Una navidad, después de las doce, Kimitake me dijo que le iba a sacar el auto al padre para salir a dar unas vueltas. Me pareció genial. Yo no sabía manejar, él sí pero no tenía registro. Chocamos el auto de frente contra un árbol, justo en la puerta de una fábrica de sidra. Los padres decidieron mandar a Kimitake a Japón, con unos tíos, para que lo educaran bien, para que controlaran su temperamento. Nunca lo volví a ver, pero sí recuerdo la sensación de vacío que me quedó –a mí y a muchos de nuestros amigos de ese entonces- cuando Kimitake se fue. Teníamos la sensación de andar a la deriva. El destierro nos pareció una pena demasiado grande para nuestro amigo.

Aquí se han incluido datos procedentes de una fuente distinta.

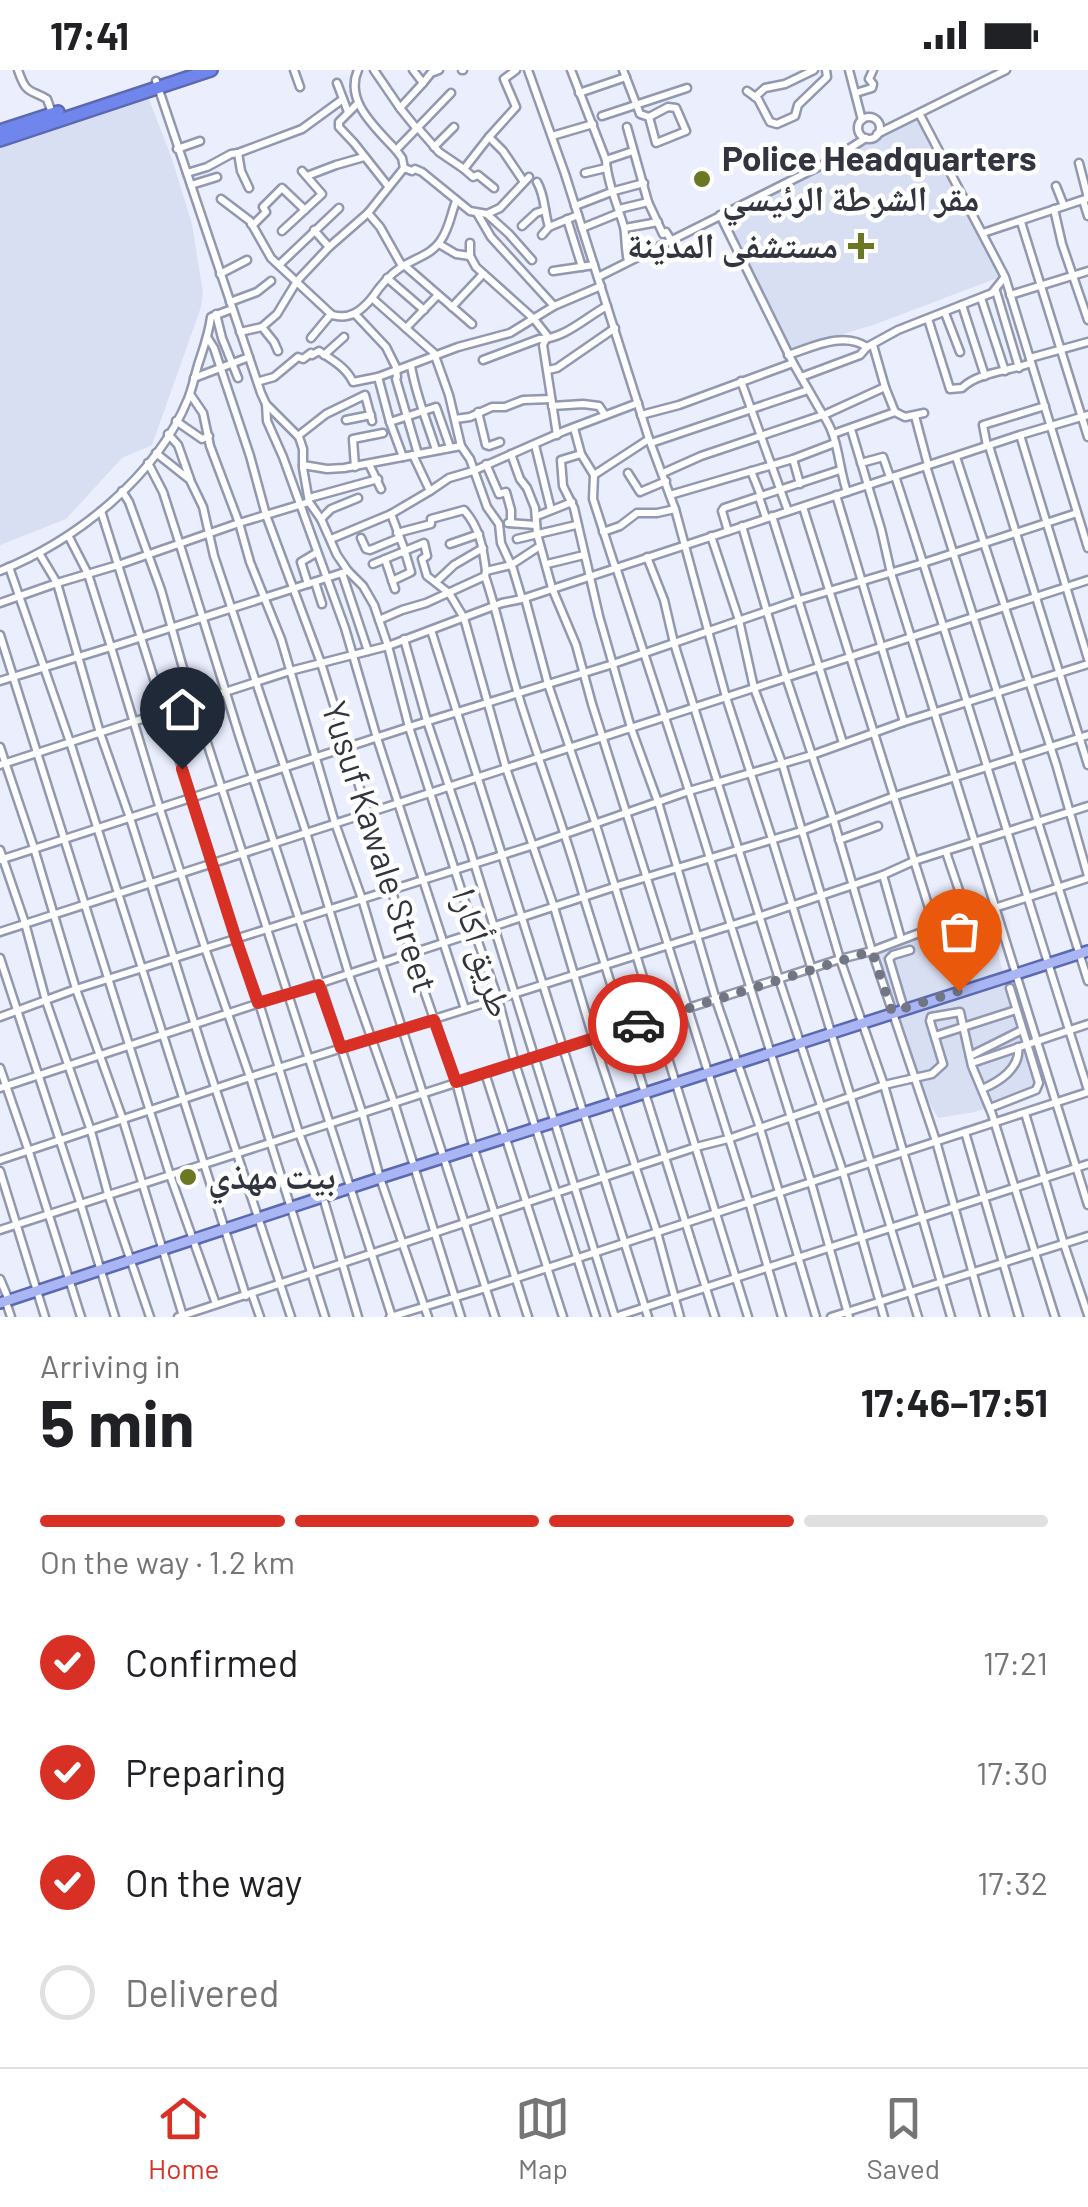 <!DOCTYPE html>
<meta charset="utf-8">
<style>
body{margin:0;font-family:Barlow,"Noto Naskh Arabic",sans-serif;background:#f6f6f6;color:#202124;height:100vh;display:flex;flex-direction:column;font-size:38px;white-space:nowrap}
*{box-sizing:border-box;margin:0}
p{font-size:32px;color:#757577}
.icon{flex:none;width:55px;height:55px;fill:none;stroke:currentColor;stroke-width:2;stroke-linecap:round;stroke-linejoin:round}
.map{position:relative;height:1247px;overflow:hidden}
.sheet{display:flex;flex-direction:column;background:#fff;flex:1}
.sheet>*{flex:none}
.pin{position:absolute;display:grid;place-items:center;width:85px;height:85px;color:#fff;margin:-102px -42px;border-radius:50% 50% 50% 0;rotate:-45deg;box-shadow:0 0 10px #0007}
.pin .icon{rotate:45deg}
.courier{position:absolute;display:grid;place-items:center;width:100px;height:100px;margin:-50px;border:8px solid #d93025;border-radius:50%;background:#fff;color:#222;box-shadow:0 2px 12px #0007}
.overview em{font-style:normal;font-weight:700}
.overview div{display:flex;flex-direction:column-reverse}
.overview{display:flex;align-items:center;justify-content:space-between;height:170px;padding:0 40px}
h1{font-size:65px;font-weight:700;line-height:75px}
.bar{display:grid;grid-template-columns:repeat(4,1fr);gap:15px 10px;align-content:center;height:120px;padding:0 40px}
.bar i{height:12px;border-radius:8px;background:#e0e0e0}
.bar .selected{background:#d93025}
.bar p{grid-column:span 4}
ol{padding:0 40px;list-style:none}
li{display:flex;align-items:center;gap:30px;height:110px}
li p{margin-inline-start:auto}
li .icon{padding:10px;border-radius:50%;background:#d93025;color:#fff;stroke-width:4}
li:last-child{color:#757577}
li i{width:55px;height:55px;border:5px solid #e0e0e0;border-radius:50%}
.status{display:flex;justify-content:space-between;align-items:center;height:70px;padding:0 50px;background:#fff;direction:ltr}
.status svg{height:28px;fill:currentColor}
.tab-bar{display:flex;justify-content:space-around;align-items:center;height:140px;border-top:2px solid #e0e0e0;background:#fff;font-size:28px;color:#757577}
.tab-bar a{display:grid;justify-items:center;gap:5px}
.tab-bar .selected{color:#d93025}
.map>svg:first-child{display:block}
.built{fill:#d9dff2}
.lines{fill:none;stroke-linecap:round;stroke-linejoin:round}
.minor-casing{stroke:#9198af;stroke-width:11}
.major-casing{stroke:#5b6ab0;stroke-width:14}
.highway-casing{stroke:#5b6ab0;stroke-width:16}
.minor{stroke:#fff;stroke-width:6}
.major{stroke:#aab6f4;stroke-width:9}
.highway{stroke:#7186ed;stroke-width:11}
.done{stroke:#727682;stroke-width:10;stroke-dasharray:0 18}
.route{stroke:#d93025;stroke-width:12}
.poi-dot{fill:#6b7723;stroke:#fff;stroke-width:4}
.labels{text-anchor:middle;stroke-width:9;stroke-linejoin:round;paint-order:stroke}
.poi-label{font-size:35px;font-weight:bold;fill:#32353f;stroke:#fff;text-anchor:start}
.street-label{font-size:35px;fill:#32353f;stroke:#fff}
</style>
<div class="status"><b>17:41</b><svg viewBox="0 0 49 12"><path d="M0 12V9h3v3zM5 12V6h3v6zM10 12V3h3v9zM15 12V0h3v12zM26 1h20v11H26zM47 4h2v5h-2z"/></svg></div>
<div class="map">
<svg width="1088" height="1247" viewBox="0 0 1088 1247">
<rect width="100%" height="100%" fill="#eaeefd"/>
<g class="built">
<path d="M148 27 171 86 192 154 203 223 201 237 152 375 122 388 66 449 0 475V76Z"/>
<path d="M919 49 1000 207 876 254 788 281 724 145Z"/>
<path d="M986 845 1039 1019 975 1042 938 1048 914 1005 876 880Z"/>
</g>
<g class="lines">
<defs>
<g id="minor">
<path d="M18 0C26 24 29 19 47 29L52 43"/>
<path d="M294 0 300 17"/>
<path d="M358 0C344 31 376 58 396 80L402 88 404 98"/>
<path d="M374 0 400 38"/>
<path d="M413 0 423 13 431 3 439 0"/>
<path d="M462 0H463"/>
<path d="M528 0 565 104 649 369 675 439 726 627 772 769 918 1247"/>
<path d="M571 0 606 90C607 112 618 136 624 157 626 167 625 179 628 191"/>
<path d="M623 0 640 44 649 47 668 37 676 38 686 61 656 73 649 47"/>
<path d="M849 0 862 50"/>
<path d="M156 11 261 323 266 334 299 367 303 379V398L309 432 321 449 337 485 348 501 363 516 374 535 388 576 409 657 475 863 498 929 515 993 596 1247"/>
<path d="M337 13 348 42"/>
<path d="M747 21 758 29 770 52 777 54 795 46 798 35 827 7 826 0"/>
<path d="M859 22 872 18 873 14 869 9 873 0"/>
<path d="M579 23 626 7"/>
<path d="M755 27 765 18 785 14 814 0"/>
<path d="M358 33 339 52V57L354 73 388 116"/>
<path d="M920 45 1005 207 1088 478"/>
<path d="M602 46 687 18"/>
<circle cx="869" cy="58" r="11"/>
<path d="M627 57 648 132 663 164 666 162 671 170"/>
<path d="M418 58 439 82 464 99 489 67 516 37 504 9 516 0"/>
<path d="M417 59 400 38 423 13"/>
<path d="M877 64 1006 0"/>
<path d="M552 66 593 54"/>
<path d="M489 67 503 81 524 112"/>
<path d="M434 77 454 57"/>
<path d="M177 79 200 71"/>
<path d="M396 80 451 23"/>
<path d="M238 83 241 101 249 118"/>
<path d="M606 90 633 81"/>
<path d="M1079 93 1088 128"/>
<path d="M404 98 412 101 415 99 422 102 470 141 487 144 500 138 529 107"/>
<path d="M464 99 473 107 478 105 494 118"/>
<path d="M187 103 207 97 231 84 238 83 302 59 343 29"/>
<path d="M585 103 606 98"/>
<path d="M307 106 336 95 364 87"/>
<path d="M537 112C545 125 544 142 549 157"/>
<path d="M191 115 217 107"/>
<path d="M1056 116 1064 136"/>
<path d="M221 129 250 151 271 188 332 245C350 250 361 241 372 228L434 283 449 325 461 376"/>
<path d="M1083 130 1088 146"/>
<path d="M575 136 614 121 644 113"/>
<path d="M619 139 648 132"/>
<path d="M1054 139 1062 174 1088 250"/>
<path d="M368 143 380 157 402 196"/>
<path d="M477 143 491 167 554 236"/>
<path d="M488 145 509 164 532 190"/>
<path d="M567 149 582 197"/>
<path d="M1021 152 1088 367"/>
<path d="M251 154H254L266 142 263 137 282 118 305 140"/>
<path d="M522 156 536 143 545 140"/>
<path d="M582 158 619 143"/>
<path d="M625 158 658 152"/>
<path d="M314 160 329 177"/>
<path d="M282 161 322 124 302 101"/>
<path d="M983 163 1088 128"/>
<path d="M542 165 549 157 578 145"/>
<path d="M470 173V186L476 197 534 249 549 268"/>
<path d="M439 174 456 184 470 186"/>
<path d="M279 195 339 138"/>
<path d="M404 195 472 254"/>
<path d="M553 201 594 195"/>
<path d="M220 204 247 190"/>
<path d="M598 207 828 92 866 68"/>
<path d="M387 208 424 240"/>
<path d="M996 221 1019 298"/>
<path d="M1010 225 1088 201"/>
<path d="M372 228C380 216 388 206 400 198 414 188 432 185 441 170 449 159 451 144 456 131"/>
<path d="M981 228 1005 301"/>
<path d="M230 232 257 222 271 211"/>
<path d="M962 235 985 306"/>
<path d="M452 237 483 204"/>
<path d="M945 243 960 282"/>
<path d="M216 244 222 268 238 308"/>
<path d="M355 244 386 277 397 299"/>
<path d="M928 249 950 319 962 318C978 302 1010 301 1031 293"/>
<path d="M262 257 274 272 278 281"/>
<path d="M406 258 438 225"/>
<path d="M240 262 262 257 277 244 297 211 329 177 368 143 404 98"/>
<path d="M207 267 214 278 250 386 266 445 321 593 411 883 456 1012 474 1079 528 1247"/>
<path d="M311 268 331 244"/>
<path d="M545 271 543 275 557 365"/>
<path d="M324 285 344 267"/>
<path d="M788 285C813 277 843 261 867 277L898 260 992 223 1004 208"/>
<path d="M1030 288 1088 272"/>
<path d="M483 290 539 269C563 270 586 247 607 236"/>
<path d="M793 293 801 307 860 285 867 277"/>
<path d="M411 296C416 326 427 351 436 380"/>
<path d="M396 300 397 307 396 309 418 384"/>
<path d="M548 300 557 298 615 258"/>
<path d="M378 307 390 352 403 387"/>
<path d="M801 307 823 345 826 344 885 317 873 275"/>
<path d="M194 308 249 287"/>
<path d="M260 311 274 307 298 287 303 289 311 283 312 285 319 281C332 290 346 297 353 312L378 307 458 277 510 263 554 236 601 216"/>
<path d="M741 311 788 441"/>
<path d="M885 317 895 342 905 347 924 343"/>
<path d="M190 324 203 343 210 376 239 453 250 492 281 569 335 753 362 829 381 893 495 1247"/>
<path d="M266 334 267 351 283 387 345 558 377 668 465 939"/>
<path d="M552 336 583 334 599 336 605 345"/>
<path d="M478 342 486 375 489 376 500 372"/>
<path d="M641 345 679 335 793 293 720 145"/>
<path d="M915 346 928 395"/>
<path d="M455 349 470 347 492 337H505L523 330 551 329"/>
<path d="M346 350 371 345"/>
<path d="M176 351 202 369 209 366"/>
<path d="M390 352 436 337 450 377"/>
<path d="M574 358 581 384 594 405 593 429 615 497"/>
<path d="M851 359 881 459 891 503 1088 1135"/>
<path d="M168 364 178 375 190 409"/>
<path d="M833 364 895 342"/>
<path d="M1020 365 1088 589"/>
<path d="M298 366 326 344 365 325 372 351"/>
<path d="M651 373 808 320"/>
<path d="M535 375 551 440"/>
<path d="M987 376 983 355 1045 336"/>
<path d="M989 376 1088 695"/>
<path d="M156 383 190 410 203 437 214 486 306 762 349 905 394 1032 461 1247"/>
<path d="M511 384 520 409 527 418 535 438 537 464 552 518 576 575 592 634 749 1132 782 1247"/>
<path d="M581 384 561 390 563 416 574 438 599 546 631 658 658 732 716 930 760 1058 816 1247"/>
<path d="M956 387 1056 694 1088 806"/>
<path d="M793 389 835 373"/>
<path d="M148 393 163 422 180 475 240 668 362 1042 380 1108 428 1247"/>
<path d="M861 393 883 387 890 407"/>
<path d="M369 394 381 419"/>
<path d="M486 394 499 424 506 422 511 440V453"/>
<path d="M303 395 327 399 344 398 461 376 470 389 487 437 499 454 501 473 513 499 522 529"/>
<path d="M926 396 1088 911"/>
<path d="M355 397 353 369 383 363"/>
<path d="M751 401 761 426"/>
<path d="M628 403 640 422 666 411"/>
<path d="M663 403 701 386 823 345C839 367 838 396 847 422"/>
<path d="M594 405 649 369"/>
<path d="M895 406C962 610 1023 816 1088 1020"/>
<path d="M122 421 129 432 161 520 183 598 392 1247"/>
<path d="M430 421 449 408 473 401 564 361 638 333"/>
<path d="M670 425 793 389 800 414"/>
<path d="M836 425 904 652"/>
<path d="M759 427 766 448"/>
<path d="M309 428 378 409"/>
<path d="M803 437 935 857"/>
<path d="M101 441 236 869 259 933 299 1063 323 1127 358 1247"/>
<path d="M391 444 405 481"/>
<path d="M537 446 572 432"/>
<path d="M772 446 843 673"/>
<path d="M321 449 331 439 358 428"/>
<path d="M508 453 536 455"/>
<path d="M742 456 786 607 833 748 872 881 936 1071 985 1247"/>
<path d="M728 461 722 441 724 438 840 400"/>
<path d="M603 462 620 456 637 443H657L675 439"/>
<path d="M397 463 431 454V449L464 440C480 458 483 478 486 501"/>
<path d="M711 466 739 550 754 618 782 693 840 889 884 1015 951 1247"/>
<path d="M361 468 366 479 370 480 399 468"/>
<path d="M331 469 391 444 430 421 413 385"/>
<path d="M517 469 576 455"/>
<path d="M450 474 479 464"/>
<path d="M39 483 57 513 100 663 130 748 205 987 291 1247"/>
<path d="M647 487 664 530 674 573 779 909 843 1102 884 1247"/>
<path d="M385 489 395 519"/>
<path d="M373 494 424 473 427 486 422 489 427 506 449 523 464 548 506 698 554 837 593 968 657 1162 680 1247"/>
<path d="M547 494 584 485"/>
<path d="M9 497 70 672 246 1226"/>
<path d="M616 497 689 721 811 1112 849 1247"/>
<path d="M0 501C77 470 156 407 188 329 193 317 195 304 199 292 204 277 209 263 211 247L232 239"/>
<path d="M342 503 368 581"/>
<path d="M485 506C498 544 506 585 518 624 539 693 565 759 584 828L715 1247"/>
<path d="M392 511 411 502 405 482 403 483"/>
<path d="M315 512 322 534"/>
<path d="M436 512 454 495 483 478"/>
<path d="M308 514 301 492 316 483"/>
<path d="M525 528 548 614 596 755 748 1247"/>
<path d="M0 533 57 513 118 495 239 453 309 432"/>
<path d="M379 550 402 540 426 533 485 506 486 501 511 495 540 476"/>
<path d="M431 560 648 1247"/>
<path d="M0 565 170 1105 216 1234"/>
<path d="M404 569 427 651 468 773 615 1247"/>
<path d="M0 611 111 577 88 504 69 467"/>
<path d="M0 677 34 778 76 919 123 1050 183 1246"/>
<path d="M0 695 290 601 388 576 502 533 522 529 1020 365 1088 345"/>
<path d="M839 770 878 756"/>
<path d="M0 780 25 853 46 931 91 1061 108 1124 150 1247"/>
<path d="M946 782 968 847"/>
<path d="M0 790 409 657 613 594 799 530 923 493 1077 443"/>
<path d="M883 805 901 869"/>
<path d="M0 862 1088 510"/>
<path d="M0 888 80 1132 115 1247"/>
<path d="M904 939 889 889 893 885 910 880"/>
<path d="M0 947 76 919 534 775 689 721 812 685 904 652 1088 594"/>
<path d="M935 966 1016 940"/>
<path d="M970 986 1022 960"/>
<path d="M972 993 1088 954"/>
<path d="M0 998 29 1082 81 1247"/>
<path d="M485 1003 563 1247"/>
<path d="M0 1018 614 817 801 761 892 727 1088 665"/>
<path d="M982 1019C999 1012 1021 998 1018 977"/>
<path d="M990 1038 1036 1020 1039 1013 1010 918"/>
<path d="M1025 1043 1064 1174 1088 1245"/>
<path d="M965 1062 1019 1247"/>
<path d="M0 1090 250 1007 761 846 883 805 914 791 1088 736"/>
<path d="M0 1101 45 1247"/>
<path d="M0 1160 840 889 872 881 935 857 1088 808"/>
<path d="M0 1209 8 1228 6 1232 11 1247"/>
<path d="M252 1224 260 1247"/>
<path d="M178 1247 696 1077 728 1069 884 1015 932 1004 943 994 930 951 931 947 960 942 972 996 992 1044 1055 1247"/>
<path d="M325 1247 250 1007 205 878 160 739 111 577 348 501"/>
<path d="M390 1247 486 1218 1088 1022"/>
<path d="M615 1247 1088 1094"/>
<path d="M831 1247 1088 1166"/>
</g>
<path id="major" d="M0 1233 380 1108 1088 881"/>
<g id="highway">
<path d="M0 61 58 42"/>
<path d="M0 70 211 0"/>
</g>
</defs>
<use href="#minor" class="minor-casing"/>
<use href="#major" class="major-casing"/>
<use href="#highway" class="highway-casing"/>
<use href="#minor" class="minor"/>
<use href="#major" class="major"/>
<use href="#highway" class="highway"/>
</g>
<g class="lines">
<path class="done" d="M638 954 872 881 892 942 959 921"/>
<path class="route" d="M182 699 236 869 258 933 319 915 341 978 434 950 456 1012 638 954"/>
</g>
<g class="poi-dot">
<circle cx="702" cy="109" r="10"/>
<path d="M856 161h10v10h10v10h-10v10h-10v-10h-10v-10h10z"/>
<circle cx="188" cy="1107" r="10"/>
</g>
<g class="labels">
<g class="poi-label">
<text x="722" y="101">Police Headquarters<tspan x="722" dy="40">مقر الشرطة الرئيسي</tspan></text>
<text x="838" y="188" text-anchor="end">مستشفى المدينة</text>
<text x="208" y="1119">بيت مهذي</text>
</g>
<g class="street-label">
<text transform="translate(379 777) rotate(72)" y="12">Yusuf Kawale Street</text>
<text transform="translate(482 883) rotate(73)" y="12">طريق أكارا</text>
</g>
</g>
</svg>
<div class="pin" style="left:959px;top:921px;background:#ea580c"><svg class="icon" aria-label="bag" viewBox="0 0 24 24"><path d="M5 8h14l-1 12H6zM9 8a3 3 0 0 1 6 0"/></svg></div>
<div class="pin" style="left:182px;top:699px;background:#1f2937"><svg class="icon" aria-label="home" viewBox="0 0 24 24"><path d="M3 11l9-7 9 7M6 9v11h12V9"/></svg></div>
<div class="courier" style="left:638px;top:954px"><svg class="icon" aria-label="car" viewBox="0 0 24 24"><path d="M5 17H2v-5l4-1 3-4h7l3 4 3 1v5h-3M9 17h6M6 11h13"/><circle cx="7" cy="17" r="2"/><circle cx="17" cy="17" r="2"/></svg></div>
</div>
<section class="sheet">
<div class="overview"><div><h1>5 min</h1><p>Arriving in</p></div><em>17:46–17:51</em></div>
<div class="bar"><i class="selected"></i><i class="selected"></i><i class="selected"></i><i></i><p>On the way · 1.2 km</p></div>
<ol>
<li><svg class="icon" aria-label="check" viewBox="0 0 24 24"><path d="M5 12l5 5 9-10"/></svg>Confirmed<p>17:21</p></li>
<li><svg class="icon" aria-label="check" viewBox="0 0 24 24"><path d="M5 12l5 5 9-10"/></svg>Preparing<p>17:30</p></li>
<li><svg class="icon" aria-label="check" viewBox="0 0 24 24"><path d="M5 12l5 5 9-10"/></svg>On the way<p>17:32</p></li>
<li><i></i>Delivered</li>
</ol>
</section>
<nav class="tab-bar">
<a class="selected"><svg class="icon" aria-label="home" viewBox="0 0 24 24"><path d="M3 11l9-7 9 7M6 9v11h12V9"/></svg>Home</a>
<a><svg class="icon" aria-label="map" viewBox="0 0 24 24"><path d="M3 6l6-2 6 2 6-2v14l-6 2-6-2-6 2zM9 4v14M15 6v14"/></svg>Map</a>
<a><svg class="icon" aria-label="saved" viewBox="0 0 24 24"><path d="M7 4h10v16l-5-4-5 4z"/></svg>Saved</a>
</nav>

En la facultad, conocí a una chica japonesa que cursaba conmigo las dos materias del ingreso. Era el 84. Ella era más grande que yo y me contó que había estado una temporada en Tokio cuidando a una abuela, pero que después volvió –había nacido acá- porque extrañaba el país. Me dijo que en Tokio todos eran muy correctos. Recuerdo que sentí una familiaridad inmediata cuando estaba con ella, como si nos hubiésemos conocido de siempre. Cuando dejé la facultad para irme de viaje por dos años, la perdí de vista.
Nunca lo volví a ver, pero sí recuerdo la sensación de vacío que me quedó –a mí y a muchos de nuestros amigos de ese entonces- cuando Kimitake se fue. Teníamos la sensación de andar a la deriva.
Pasaron los años y empecé a hacer Karate. Mi primer instructor –aparte del Sensei principal- fue un chico muy joven que se llamaba Coki y que era japonés. Había venido junto con un amigo para trabajar con la madre de éste en un restaurant de comida nipona. El amigo murió de una enfermedad y él se quedó ayudando a la madre, que había quedado devastada. De día trabajaba en el restaurant, por la noche hacía karate. Apenas hablaba español pero se hacía entender: me enseñó mis primeros katas. A veces dormía en el dojo. Nosotros –los principiantes- decíamos que el karategui de Coki podía hacer karate solo, sin él.
Hay cuento de Fogwill que me parece perfecto. Se llama Japonés y puede ser interpretado como un relato de fantasmas. Dos amigos llevan yates o barcos de un puerto a otro y se complementan bien hasta que el japonés desaparece o nunca existió. Para los que nacimos antes de la llegada de Internet, toda una parte de nuestra vida no está digitalizada y lo que recordamos es pura experiencia. Es decir, está almacenado en la red nerviosa de nuestro cerebro, pero lo sentimos en nuestro plexo y va a morir con nosotros. Me di cuenta que Kimitake aparecía cada vez que me encontraba con alguien de origen japonés, que podía tener diferentes sexos y edades, como Orlando de Virginia Woolf , un relato que hasta hace poco era fantástico pero que ahora es cada vez más realista.